Determine the number of lines below that contain "lineWidth". Write nothing but that number.

*** RECORDS TO USE ***

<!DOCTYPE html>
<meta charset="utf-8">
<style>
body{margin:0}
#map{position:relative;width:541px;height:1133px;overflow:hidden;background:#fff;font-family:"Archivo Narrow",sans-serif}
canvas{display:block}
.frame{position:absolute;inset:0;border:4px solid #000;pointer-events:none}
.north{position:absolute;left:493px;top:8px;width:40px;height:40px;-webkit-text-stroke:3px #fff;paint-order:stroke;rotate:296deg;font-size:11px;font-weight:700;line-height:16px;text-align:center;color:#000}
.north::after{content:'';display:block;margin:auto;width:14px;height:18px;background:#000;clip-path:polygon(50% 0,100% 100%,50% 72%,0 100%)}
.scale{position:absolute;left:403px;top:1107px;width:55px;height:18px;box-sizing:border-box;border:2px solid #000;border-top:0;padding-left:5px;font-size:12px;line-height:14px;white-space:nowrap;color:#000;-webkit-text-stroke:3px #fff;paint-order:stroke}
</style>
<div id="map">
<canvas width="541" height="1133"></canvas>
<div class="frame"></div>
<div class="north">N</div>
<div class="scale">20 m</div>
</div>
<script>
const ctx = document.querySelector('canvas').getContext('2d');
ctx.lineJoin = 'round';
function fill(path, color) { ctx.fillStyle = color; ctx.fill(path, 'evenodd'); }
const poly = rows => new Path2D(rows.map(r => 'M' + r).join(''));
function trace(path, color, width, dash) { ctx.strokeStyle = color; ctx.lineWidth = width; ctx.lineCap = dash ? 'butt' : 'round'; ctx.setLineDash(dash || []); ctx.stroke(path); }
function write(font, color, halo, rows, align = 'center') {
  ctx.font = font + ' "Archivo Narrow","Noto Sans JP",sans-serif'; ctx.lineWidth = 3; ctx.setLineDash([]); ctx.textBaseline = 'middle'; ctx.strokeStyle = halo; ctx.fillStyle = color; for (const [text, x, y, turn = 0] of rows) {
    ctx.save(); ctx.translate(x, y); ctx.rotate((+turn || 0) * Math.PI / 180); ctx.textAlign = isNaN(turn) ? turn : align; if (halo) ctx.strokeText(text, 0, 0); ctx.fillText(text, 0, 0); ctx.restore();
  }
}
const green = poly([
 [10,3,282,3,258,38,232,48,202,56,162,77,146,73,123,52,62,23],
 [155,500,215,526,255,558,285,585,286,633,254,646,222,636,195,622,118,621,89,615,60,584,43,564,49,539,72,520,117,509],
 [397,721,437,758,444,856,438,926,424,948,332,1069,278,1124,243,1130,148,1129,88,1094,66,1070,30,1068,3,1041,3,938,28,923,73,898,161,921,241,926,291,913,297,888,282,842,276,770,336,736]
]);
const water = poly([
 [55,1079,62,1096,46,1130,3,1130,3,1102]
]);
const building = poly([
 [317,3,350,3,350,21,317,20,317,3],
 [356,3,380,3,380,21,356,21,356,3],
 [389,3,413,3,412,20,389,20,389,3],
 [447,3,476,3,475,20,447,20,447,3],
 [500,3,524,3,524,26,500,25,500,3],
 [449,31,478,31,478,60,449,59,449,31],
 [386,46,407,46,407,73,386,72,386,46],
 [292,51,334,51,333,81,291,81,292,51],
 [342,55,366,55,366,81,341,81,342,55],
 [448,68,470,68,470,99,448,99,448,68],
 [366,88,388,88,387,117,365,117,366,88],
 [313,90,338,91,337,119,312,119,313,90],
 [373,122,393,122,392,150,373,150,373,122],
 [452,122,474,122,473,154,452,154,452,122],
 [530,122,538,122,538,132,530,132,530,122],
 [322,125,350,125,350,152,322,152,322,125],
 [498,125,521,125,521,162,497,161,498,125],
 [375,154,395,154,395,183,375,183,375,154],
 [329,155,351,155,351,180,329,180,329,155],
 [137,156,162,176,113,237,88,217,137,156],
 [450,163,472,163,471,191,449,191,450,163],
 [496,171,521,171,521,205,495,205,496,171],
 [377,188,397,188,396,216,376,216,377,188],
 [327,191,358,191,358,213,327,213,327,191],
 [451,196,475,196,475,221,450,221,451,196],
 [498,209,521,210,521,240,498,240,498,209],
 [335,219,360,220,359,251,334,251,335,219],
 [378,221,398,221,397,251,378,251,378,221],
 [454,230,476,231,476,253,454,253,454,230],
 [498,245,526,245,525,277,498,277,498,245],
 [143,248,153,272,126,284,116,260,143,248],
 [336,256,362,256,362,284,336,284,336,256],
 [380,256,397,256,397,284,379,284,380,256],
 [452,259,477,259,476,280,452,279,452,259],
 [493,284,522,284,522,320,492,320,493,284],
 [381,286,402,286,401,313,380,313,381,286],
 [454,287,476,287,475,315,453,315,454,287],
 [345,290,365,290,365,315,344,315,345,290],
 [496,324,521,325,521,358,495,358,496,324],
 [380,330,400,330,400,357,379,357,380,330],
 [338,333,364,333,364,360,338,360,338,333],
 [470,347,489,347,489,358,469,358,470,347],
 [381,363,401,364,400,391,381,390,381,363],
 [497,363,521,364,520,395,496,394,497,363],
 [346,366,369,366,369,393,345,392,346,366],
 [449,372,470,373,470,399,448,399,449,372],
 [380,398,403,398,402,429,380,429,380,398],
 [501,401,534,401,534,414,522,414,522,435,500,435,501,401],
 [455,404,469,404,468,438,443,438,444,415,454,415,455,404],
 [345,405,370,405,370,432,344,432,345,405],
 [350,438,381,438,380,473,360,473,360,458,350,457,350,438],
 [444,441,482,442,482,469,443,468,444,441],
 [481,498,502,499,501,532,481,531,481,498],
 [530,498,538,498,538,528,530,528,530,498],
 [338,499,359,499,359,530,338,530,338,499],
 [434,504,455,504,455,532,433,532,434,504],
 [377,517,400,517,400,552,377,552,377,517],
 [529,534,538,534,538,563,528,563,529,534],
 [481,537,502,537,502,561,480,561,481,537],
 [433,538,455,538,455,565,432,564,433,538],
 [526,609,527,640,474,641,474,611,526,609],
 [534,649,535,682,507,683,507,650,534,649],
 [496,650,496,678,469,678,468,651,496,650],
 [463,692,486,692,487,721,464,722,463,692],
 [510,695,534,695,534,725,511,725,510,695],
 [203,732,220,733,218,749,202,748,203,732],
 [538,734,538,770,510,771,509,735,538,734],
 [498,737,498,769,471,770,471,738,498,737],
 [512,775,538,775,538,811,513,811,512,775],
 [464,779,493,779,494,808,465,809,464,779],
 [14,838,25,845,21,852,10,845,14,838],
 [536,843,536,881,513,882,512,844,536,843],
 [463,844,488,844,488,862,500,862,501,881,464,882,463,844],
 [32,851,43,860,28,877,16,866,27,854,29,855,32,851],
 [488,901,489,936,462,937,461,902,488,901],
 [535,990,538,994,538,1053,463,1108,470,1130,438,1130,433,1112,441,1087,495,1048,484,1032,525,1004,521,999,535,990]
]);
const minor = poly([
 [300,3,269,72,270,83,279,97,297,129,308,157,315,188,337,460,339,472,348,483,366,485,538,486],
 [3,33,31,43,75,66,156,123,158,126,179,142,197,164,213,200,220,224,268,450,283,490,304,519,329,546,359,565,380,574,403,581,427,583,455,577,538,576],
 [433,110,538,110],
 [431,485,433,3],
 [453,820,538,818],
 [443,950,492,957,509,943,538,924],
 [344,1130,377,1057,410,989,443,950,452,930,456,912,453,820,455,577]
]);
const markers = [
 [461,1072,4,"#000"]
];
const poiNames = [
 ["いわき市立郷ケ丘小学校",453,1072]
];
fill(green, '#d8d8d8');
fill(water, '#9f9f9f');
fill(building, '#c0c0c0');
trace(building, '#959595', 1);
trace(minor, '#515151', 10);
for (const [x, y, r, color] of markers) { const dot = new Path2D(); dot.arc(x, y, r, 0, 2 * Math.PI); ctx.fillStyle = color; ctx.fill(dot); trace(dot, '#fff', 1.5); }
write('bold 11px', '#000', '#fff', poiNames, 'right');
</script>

*** End of RECORDS TO USE ***

> _YOUR SOLUTION_
2